Your task –
Pictures aside, repeat the listing below exactly.

----- Information shown

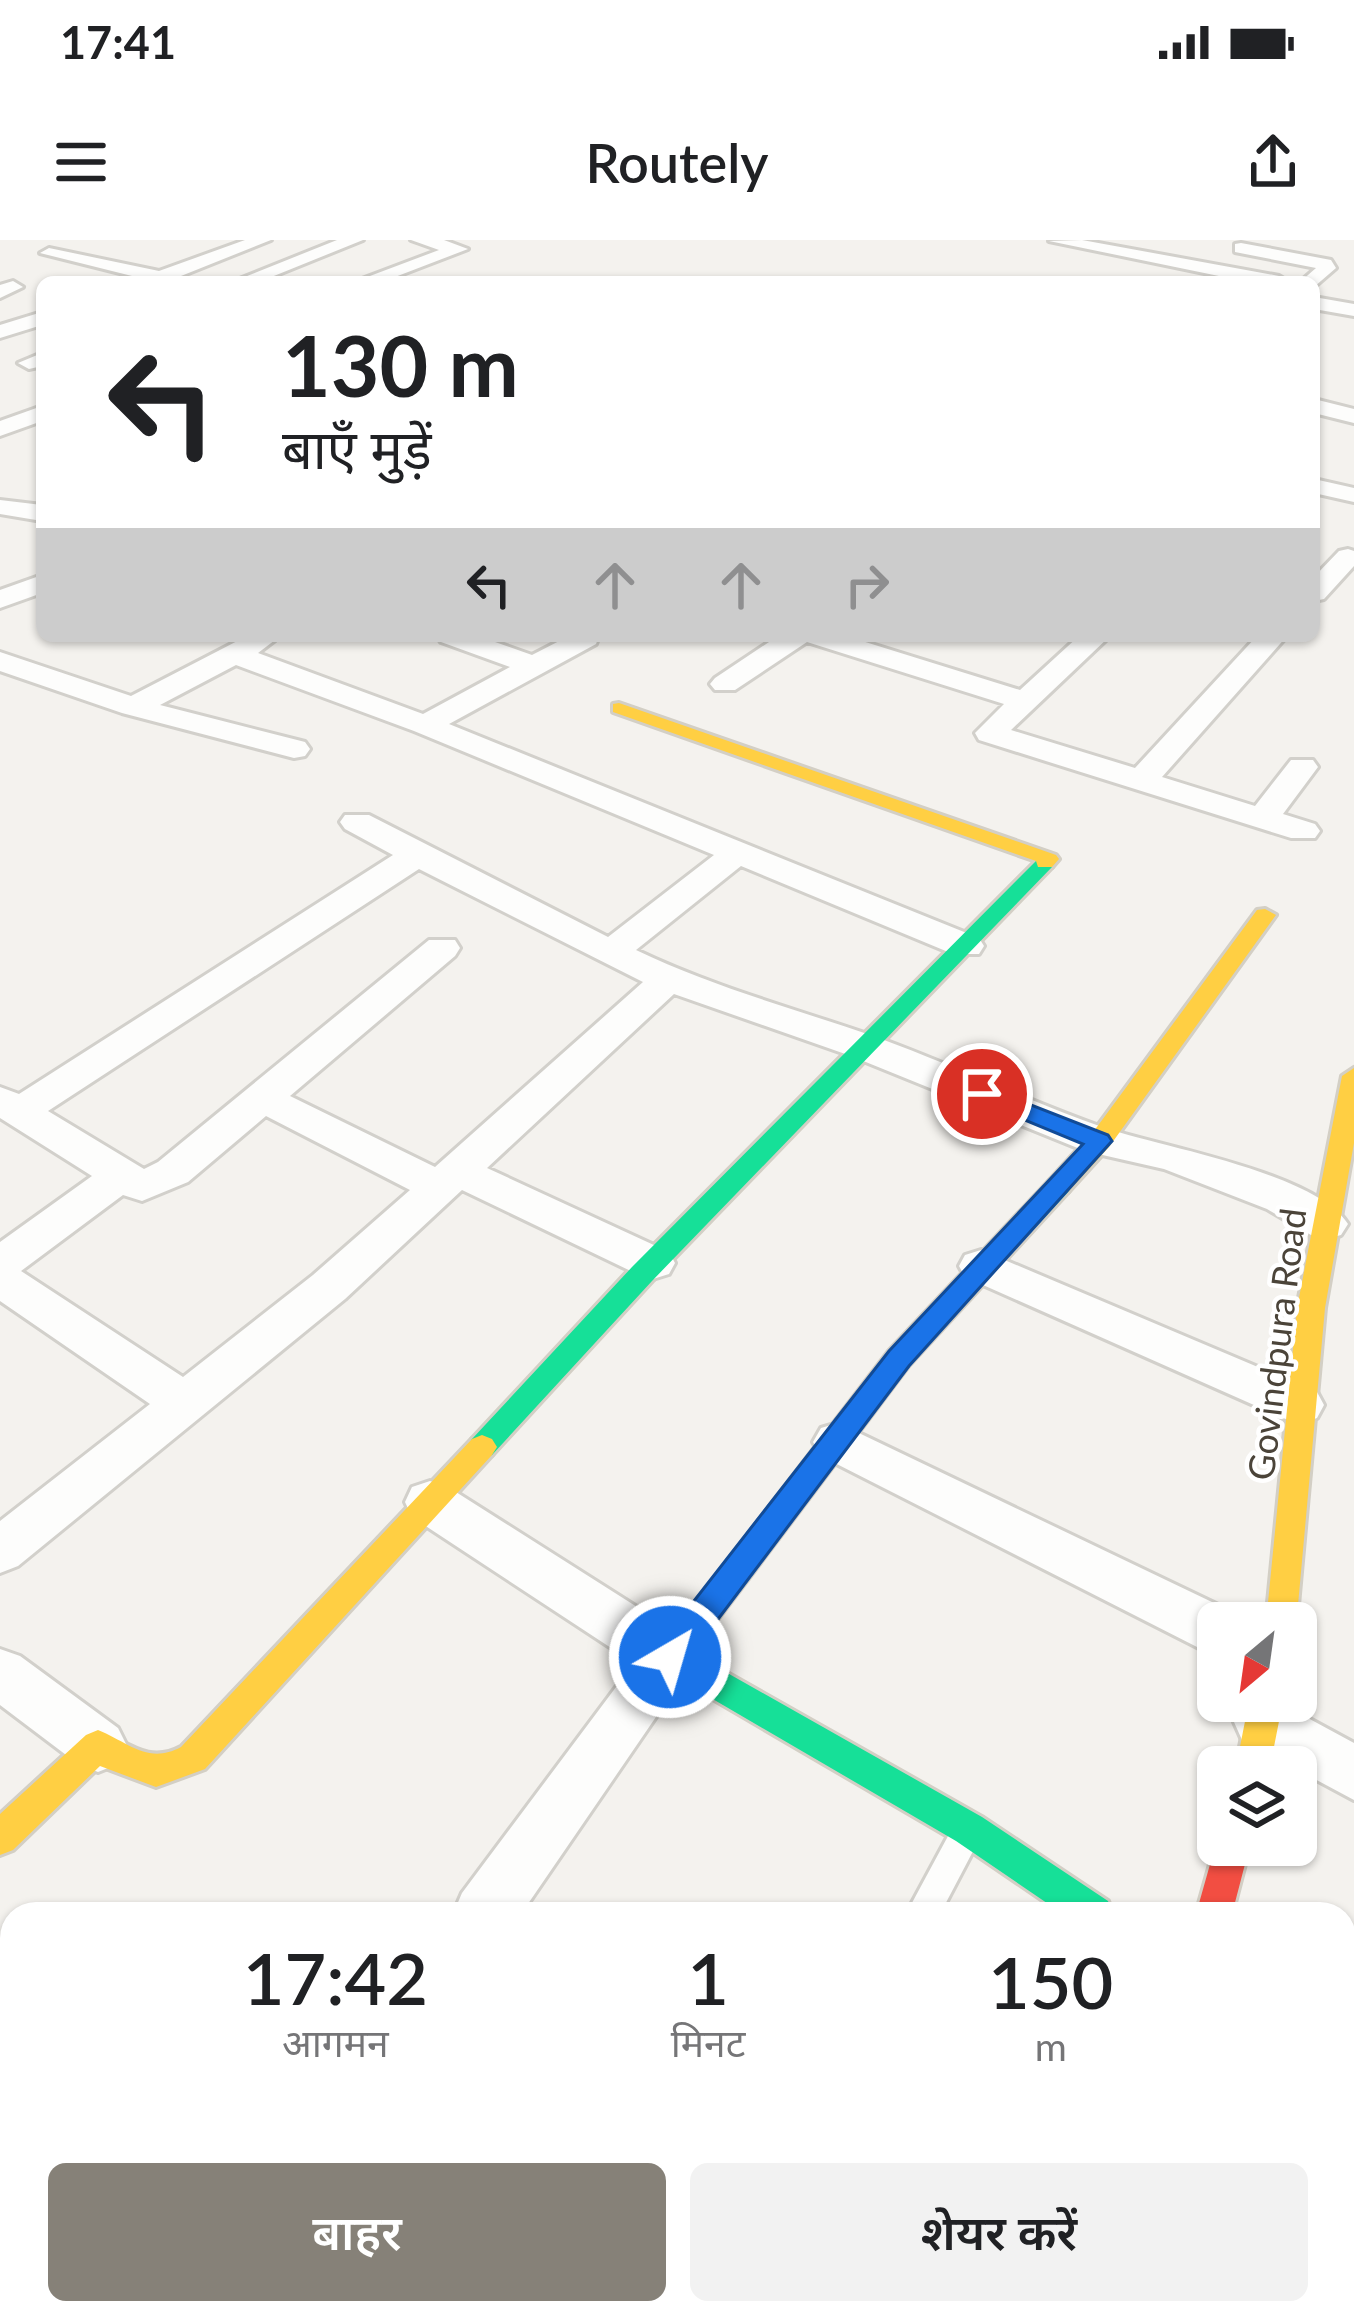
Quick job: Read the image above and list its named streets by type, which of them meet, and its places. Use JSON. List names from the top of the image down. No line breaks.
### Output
{"streets":{"street":["Govindpura Road"]},"north":"bottom left","page":{"status":"17:41","header":"Routely","turn":["130 m","बाएँ मुड़ें"],"eta":["17:42","आगमन","1","मिनट","150","m"],"buttons":["बाहर","शेयर करें"]}}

----------

Output for this exercise –
Quick job: Read the image above and list its named streets by type, which of them meet, and its places. Use JSON. List names from the top of the image down. No line breaks.
### Output
{"streets":{"street":["Govindpura Road"]},"north":"bottom left","page":{"status":"17:41","header":"Routely","turn":["130 m","बाएँ मुड़ें"],"eta":["17:42","आगमन","1","मिनट","150","m"],"buttons":["बाहर","शेयर करें"]}}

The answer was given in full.